Return each line of the entries that holds the string "stream".

Data excerpts
________________________________________
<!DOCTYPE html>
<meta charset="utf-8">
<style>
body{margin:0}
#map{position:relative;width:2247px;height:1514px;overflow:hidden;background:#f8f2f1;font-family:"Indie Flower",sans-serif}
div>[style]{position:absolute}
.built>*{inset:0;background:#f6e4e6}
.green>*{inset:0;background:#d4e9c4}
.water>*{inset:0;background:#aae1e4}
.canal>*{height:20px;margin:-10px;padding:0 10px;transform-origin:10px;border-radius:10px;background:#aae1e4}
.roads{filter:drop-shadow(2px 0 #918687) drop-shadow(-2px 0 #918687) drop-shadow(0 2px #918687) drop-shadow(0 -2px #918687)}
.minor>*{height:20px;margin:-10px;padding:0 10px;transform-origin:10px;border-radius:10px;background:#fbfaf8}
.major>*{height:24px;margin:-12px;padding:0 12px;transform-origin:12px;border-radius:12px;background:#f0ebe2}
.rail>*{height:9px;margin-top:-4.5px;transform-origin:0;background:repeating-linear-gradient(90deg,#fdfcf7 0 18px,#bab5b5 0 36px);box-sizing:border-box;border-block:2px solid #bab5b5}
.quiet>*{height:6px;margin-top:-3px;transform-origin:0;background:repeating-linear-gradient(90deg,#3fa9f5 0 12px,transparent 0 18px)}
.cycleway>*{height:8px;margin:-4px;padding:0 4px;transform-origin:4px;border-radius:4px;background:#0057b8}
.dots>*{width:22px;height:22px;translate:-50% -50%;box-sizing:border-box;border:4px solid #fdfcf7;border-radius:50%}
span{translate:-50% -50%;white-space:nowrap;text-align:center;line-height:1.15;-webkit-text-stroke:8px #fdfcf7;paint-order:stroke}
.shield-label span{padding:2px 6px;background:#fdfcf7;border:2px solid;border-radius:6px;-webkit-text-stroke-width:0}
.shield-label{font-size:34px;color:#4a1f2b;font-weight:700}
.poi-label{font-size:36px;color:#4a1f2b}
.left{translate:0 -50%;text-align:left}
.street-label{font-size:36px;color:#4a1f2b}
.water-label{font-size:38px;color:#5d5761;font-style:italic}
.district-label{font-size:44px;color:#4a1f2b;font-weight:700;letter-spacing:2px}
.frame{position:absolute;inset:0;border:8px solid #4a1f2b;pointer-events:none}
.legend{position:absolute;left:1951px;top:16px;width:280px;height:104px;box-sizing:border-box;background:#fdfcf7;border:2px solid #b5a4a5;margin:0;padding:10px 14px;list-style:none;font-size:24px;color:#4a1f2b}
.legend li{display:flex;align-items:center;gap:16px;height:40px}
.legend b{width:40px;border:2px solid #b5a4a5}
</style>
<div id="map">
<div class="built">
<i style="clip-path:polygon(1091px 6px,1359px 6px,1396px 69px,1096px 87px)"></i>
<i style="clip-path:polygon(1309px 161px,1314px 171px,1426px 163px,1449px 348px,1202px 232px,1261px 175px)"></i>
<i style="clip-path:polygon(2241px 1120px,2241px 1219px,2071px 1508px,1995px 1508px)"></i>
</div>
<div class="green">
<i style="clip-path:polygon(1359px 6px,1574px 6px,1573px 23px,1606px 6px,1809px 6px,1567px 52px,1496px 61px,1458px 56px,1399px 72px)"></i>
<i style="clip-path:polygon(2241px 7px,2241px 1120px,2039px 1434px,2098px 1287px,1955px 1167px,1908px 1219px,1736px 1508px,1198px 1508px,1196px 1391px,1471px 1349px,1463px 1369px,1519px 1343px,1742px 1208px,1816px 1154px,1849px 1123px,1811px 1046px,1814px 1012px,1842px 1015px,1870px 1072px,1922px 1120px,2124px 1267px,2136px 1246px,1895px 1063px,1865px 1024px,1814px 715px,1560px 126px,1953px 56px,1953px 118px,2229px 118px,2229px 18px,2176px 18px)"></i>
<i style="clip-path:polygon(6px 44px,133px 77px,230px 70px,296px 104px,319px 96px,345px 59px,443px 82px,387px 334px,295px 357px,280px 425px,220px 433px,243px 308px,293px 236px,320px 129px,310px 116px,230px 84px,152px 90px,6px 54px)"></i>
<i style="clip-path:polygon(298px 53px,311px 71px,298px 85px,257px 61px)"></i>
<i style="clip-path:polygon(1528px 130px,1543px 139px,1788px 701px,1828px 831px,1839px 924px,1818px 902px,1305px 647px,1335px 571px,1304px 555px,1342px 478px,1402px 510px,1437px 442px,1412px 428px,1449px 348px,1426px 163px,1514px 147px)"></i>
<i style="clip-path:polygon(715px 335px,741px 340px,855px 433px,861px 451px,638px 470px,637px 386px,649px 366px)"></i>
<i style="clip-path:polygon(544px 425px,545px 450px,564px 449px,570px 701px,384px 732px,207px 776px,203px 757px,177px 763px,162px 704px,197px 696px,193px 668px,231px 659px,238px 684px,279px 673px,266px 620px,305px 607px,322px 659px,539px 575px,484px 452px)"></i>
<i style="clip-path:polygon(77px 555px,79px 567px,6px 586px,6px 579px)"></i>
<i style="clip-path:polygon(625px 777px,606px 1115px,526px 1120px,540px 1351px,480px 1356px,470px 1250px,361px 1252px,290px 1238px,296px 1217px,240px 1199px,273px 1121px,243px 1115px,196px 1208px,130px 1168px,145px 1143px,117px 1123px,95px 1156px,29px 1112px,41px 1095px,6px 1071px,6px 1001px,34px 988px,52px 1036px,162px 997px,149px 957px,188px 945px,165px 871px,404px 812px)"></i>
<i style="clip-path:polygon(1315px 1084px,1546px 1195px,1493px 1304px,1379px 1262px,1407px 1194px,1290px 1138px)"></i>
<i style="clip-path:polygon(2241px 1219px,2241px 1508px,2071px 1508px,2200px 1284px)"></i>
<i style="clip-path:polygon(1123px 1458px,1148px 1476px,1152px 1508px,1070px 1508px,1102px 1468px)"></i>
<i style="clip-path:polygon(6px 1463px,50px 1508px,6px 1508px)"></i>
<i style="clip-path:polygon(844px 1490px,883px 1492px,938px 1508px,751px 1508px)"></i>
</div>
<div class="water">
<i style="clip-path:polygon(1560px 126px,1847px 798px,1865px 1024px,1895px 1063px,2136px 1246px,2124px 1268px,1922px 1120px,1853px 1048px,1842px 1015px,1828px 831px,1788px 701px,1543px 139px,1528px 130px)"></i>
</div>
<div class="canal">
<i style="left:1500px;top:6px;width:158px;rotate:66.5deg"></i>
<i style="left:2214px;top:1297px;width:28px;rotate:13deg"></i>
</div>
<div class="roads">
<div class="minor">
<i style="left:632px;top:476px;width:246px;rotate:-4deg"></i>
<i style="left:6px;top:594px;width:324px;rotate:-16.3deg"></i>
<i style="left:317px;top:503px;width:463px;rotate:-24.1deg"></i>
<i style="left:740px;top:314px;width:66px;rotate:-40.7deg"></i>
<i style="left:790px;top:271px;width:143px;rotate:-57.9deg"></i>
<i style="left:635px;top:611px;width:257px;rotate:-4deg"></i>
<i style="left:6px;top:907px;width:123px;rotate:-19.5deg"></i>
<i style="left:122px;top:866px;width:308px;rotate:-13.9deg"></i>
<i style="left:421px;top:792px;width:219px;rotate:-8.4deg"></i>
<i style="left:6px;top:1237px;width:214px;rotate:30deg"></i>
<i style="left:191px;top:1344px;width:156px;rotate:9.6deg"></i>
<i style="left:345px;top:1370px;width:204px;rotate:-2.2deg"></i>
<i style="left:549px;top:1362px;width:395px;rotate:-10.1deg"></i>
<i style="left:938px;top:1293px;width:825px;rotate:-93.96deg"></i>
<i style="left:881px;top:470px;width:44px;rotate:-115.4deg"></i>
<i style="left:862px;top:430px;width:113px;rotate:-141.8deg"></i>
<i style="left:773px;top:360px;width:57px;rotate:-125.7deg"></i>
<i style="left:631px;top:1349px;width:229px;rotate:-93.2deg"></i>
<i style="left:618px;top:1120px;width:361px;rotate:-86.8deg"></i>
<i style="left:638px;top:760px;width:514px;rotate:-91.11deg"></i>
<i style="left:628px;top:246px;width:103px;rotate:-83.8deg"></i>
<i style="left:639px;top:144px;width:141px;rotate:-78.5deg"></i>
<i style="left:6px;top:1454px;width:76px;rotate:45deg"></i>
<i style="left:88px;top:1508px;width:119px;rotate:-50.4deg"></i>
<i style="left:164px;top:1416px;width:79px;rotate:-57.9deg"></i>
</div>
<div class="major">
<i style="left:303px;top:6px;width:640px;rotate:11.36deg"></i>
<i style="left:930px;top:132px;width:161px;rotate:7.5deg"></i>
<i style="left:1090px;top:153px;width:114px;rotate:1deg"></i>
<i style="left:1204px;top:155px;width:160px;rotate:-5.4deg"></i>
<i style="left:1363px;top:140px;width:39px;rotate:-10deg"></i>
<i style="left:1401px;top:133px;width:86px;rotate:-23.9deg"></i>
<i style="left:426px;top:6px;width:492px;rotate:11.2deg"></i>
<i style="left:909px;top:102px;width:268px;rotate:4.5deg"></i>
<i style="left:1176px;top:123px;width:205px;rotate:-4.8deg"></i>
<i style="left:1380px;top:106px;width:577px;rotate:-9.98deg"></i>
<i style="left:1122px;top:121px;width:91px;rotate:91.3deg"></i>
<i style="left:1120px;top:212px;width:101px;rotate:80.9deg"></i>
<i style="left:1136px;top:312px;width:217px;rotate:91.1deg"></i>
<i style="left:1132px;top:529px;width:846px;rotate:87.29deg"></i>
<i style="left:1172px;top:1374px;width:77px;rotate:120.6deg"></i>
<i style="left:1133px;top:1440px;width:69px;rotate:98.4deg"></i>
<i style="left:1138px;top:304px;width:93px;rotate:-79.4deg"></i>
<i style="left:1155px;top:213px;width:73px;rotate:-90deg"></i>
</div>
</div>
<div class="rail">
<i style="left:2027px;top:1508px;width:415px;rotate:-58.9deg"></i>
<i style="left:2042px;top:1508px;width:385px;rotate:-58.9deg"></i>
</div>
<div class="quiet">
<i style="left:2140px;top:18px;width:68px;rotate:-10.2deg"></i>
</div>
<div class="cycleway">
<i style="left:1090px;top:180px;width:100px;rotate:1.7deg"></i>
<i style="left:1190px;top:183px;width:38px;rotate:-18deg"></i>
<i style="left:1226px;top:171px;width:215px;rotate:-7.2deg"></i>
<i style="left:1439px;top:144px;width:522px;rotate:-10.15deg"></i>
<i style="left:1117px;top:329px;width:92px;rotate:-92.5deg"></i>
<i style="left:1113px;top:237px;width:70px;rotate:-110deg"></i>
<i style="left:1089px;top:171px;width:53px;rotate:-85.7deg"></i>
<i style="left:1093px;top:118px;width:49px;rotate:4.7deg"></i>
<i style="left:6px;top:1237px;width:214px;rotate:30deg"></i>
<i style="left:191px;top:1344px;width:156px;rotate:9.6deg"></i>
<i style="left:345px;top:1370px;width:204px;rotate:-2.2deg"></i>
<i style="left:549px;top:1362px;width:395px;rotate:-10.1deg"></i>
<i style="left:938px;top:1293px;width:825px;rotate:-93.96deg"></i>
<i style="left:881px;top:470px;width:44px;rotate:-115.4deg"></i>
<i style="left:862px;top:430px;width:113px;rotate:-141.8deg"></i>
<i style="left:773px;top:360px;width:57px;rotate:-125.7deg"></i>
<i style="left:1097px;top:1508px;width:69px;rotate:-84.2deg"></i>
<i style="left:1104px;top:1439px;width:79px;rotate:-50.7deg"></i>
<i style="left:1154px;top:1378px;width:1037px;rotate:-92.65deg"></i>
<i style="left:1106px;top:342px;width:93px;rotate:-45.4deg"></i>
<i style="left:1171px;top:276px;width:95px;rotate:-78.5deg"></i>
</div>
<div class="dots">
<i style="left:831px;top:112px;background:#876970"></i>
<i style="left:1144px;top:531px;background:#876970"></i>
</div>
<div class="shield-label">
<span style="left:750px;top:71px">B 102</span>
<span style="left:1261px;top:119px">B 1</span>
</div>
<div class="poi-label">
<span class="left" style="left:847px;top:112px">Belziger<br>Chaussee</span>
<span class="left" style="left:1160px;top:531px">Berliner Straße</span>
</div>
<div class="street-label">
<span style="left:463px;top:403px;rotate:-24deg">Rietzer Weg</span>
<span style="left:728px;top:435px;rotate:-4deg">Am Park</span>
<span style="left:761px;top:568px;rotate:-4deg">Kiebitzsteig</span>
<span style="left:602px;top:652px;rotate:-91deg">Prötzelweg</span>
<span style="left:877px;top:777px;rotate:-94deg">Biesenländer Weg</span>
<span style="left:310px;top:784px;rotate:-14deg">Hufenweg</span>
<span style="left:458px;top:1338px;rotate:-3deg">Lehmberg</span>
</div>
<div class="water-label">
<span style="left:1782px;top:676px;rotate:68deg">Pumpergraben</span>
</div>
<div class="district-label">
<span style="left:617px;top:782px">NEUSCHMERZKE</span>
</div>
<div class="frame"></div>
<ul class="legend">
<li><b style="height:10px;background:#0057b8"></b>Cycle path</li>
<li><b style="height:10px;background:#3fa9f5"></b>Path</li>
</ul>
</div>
________________________________________
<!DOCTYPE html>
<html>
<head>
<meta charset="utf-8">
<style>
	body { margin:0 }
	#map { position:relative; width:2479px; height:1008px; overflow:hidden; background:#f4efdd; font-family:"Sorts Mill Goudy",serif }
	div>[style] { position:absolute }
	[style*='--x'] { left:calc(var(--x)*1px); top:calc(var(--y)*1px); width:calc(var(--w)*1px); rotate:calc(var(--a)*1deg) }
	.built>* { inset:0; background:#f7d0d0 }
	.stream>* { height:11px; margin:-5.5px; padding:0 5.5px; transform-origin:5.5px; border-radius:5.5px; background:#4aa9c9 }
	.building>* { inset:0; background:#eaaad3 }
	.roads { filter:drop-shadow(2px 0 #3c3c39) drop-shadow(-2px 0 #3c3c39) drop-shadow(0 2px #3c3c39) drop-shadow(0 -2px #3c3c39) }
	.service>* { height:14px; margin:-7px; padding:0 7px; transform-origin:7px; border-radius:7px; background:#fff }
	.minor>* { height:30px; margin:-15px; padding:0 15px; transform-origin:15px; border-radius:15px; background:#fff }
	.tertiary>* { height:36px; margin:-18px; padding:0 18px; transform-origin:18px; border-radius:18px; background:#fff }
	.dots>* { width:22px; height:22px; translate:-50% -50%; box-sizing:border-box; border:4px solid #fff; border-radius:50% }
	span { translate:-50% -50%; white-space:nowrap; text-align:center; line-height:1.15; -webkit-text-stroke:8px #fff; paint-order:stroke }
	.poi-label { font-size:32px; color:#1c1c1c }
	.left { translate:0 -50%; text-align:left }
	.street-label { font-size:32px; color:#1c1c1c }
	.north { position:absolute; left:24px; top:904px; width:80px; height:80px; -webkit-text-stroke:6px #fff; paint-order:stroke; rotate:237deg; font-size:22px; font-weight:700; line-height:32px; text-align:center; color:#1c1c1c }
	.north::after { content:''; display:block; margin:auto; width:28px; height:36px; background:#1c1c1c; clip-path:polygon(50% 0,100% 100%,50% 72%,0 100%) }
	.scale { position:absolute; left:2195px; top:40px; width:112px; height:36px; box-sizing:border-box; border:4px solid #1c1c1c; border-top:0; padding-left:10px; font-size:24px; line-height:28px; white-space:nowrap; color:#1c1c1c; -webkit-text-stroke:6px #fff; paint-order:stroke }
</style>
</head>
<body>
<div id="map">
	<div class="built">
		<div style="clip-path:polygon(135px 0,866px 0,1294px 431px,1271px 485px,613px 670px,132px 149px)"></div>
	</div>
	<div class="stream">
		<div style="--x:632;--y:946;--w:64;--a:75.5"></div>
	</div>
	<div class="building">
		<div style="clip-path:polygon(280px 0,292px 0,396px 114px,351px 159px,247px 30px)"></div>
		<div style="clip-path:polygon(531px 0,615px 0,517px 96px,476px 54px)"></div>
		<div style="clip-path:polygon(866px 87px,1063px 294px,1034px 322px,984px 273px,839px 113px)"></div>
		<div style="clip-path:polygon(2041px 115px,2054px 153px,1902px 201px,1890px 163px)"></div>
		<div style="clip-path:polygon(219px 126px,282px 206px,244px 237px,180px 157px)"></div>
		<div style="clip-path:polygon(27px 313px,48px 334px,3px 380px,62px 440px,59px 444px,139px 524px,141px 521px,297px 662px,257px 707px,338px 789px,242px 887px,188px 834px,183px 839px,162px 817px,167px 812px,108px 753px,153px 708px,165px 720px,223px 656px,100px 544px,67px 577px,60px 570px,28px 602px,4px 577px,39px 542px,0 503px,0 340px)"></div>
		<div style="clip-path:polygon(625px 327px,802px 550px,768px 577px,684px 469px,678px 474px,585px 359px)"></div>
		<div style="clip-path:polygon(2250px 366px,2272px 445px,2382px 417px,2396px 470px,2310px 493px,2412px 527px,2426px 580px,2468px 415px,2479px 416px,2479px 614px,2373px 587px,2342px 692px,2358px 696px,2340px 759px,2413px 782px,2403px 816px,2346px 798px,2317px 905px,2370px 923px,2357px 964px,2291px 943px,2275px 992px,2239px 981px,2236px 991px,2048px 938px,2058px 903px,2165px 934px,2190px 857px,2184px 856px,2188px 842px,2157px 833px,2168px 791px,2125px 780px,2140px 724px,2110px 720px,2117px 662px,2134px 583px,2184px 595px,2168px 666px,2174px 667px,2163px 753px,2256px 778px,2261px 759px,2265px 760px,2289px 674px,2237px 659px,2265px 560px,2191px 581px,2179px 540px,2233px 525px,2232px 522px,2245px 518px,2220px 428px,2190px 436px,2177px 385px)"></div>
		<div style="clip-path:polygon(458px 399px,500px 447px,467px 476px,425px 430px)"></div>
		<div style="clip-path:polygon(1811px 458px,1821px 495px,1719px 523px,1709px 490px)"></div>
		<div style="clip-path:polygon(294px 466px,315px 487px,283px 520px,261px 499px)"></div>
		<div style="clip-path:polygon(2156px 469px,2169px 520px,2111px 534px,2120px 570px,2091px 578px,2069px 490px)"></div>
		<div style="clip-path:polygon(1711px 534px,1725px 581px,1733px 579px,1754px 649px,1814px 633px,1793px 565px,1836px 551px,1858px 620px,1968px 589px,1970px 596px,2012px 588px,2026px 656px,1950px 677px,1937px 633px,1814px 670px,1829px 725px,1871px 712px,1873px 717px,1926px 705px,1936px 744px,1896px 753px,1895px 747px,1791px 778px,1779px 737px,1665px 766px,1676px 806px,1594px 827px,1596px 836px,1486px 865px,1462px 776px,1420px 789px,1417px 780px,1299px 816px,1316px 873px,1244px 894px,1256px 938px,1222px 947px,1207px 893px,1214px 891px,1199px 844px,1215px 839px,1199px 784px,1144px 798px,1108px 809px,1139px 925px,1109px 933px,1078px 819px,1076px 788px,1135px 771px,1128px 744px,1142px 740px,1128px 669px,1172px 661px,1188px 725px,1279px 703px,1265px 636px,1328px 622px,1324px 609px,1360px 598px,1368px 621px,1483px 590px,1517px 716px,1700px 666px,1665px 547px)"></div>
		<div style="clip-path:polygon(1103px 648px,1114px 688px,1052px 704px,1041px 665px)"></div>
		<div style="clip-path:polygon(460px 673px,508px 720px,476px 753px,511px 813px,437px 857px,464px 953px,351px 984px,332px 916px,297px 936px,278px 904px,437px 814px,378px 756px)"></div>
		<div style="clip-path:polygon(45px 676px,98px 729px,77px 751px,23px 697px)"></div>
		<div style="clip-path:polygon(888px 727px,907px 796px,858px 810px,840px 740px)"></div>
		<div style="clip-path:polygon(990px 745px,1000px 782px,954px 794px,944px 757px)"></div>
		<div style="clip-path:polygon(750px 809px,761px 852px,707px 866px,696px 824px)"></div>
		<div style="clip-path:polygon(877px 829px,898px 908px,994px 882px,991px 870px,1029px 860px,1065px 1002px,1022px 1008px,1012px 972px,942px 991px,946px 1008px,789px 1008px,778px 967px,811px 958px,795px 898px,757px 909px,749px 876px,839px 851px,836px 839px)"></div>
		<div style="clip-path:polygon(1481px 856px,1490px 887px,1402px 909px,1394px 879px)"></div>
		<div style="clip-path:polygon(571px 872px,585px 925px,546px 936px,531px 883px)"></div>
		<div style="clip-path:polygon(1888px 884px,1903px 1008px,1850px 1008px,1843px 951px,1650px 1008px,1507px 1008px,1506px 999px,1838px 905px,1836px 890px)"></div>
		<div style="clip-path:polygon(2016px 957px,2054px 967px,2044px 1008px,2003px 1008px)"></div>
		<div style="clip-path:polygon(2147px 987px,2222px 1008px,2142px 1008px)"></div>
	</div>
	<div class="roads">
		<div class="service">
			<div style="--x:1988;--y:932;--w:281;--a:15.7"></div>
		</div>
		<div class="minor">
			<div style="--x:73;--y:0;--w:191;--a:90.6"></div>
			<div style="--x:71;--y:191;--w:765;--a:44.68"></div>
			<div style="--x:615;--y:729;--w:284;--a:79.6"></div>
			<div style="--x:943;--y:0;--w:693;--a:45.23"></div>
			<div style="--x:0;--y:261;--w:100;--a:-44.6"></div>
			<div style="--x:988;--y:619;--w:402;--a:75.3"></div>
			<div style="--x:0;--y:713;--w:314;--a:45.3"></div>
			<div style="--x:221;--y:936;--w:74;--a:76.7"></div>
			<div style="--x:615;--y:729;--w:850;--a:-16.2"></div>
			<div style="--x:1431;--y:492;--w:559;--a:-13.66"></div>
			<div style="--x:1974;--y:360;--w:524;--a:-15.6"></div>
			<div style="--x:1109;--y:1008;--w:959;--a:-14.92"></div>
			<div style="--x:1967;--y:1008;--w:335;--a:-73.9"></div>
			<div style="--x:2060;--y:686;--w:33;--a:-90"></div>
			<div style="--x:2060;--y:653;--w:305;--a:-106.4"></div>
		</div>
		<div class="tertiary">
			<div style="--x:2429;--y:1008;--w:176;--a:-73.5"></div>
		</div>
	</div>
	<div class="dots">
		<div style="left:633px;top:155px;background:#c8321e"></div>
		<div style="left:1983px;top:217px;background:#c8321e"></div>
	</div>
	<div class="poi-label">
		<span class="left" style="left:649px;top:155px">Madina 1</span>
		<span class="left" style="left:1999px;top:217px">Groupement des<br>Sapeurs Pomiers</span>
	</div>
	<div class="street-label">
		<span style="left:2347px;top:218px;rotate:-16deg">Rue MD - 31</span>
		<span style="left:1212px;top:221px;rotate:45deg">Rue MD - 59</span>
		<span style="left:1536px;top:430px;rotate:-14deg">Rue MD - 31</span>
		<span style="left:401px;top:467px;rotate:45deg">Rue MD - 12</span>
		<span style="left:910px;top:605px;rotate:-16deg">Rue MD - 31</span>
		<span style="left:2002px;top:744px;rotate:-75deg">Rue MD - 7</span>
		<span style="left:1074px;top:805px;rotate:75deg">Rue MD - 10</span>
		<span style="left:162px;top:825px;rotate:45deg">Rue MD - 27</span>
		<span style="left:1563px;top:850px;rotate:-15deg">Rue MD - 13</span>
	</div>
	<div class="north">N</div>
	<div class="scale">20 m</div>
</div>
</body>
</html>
________________________________________
TASK RESULT:
	.stream>* { height:11px; margin:-5.5px; padding:0 5.5px; transform-origin:5.5px; border-radius:5.5px; background:#4aa9c9 }
	<div class="stream">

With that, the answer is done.